[Task item] Please repeat the records word for word and skip the pictures.

[Material shown]

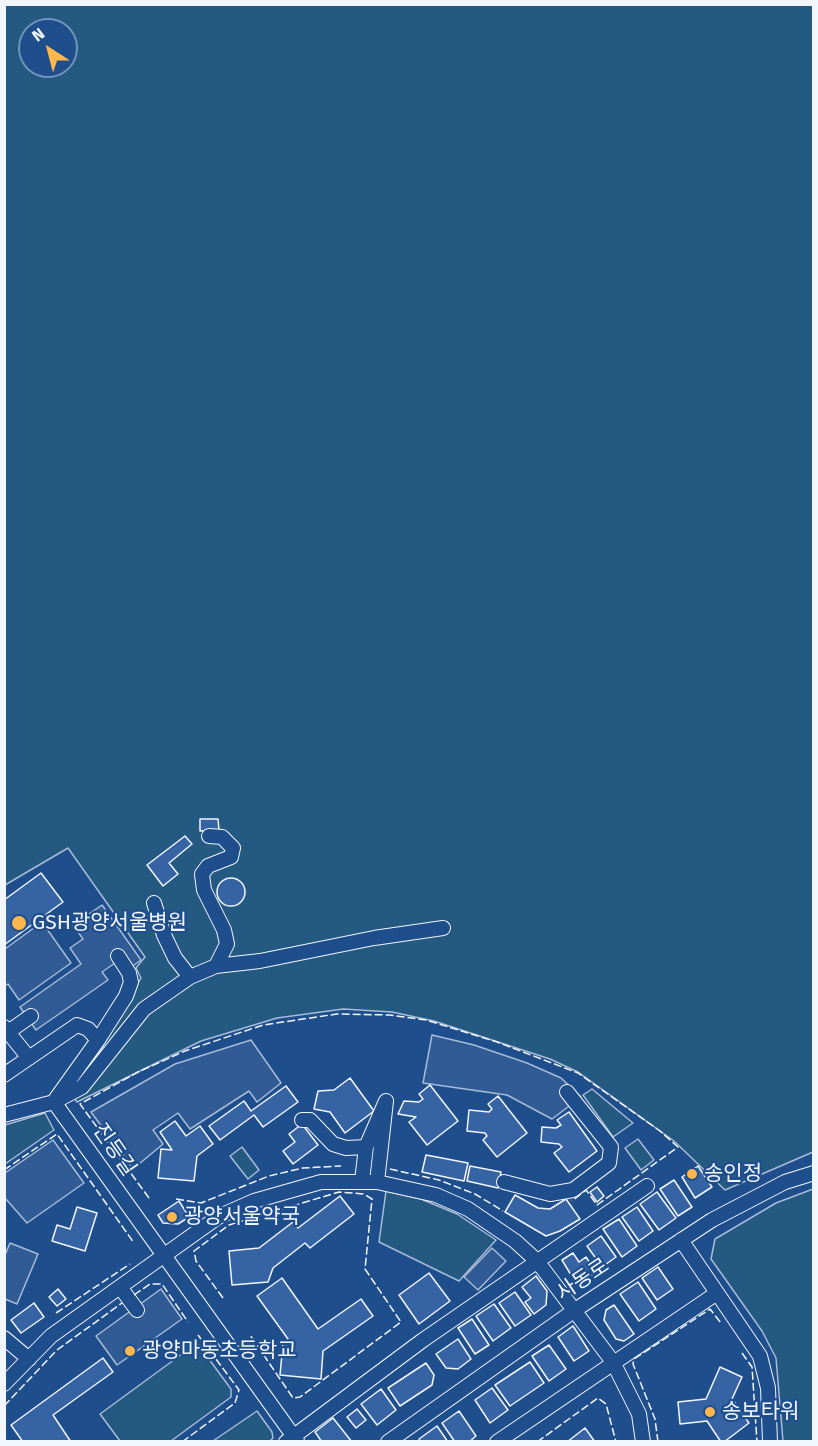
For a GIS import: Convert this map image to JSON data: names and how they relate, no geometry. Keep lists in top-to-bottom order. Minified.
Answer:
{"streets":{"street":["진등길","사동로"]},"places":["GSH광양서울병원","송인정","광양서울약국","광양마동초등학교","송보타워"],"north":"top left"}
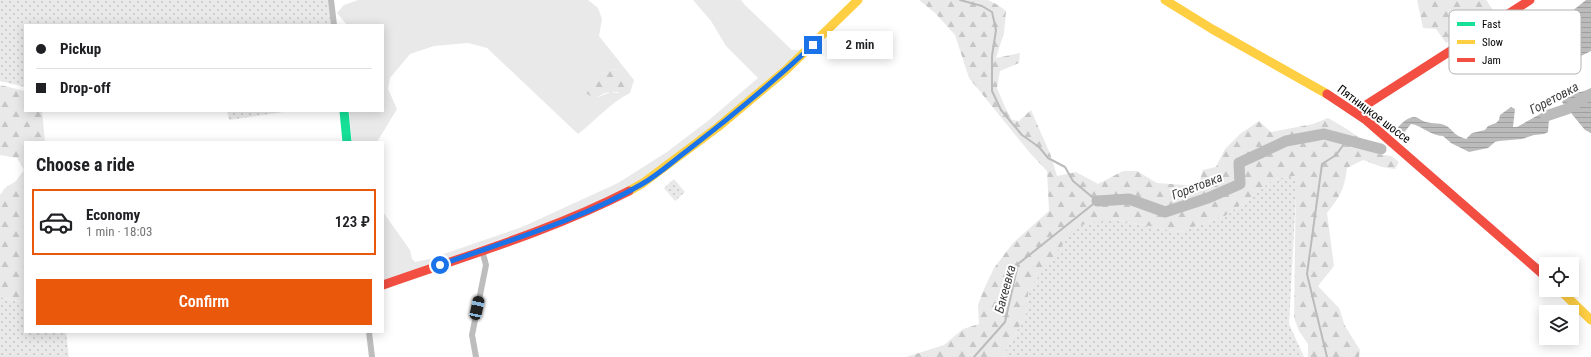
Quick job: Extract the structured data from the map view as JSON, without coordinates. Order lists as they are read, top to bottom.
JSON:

[Exercise answer]
For a GIS import: Convert this map image to JSON data: names and how they relate, no geometry. Keep lists in top-to-bottom order. Minified.
Answer:
{"streets":{"street":["진등길","사동로"]},"places":["GSH광양서울병원","송인정","광양서울약국","광양마동초등학교","송보타워"],"north":"top left"}
Quick job: Extract the structured data from the map view as JSON, without coordinates. Order lists as they are read, top to bottom.
JSON:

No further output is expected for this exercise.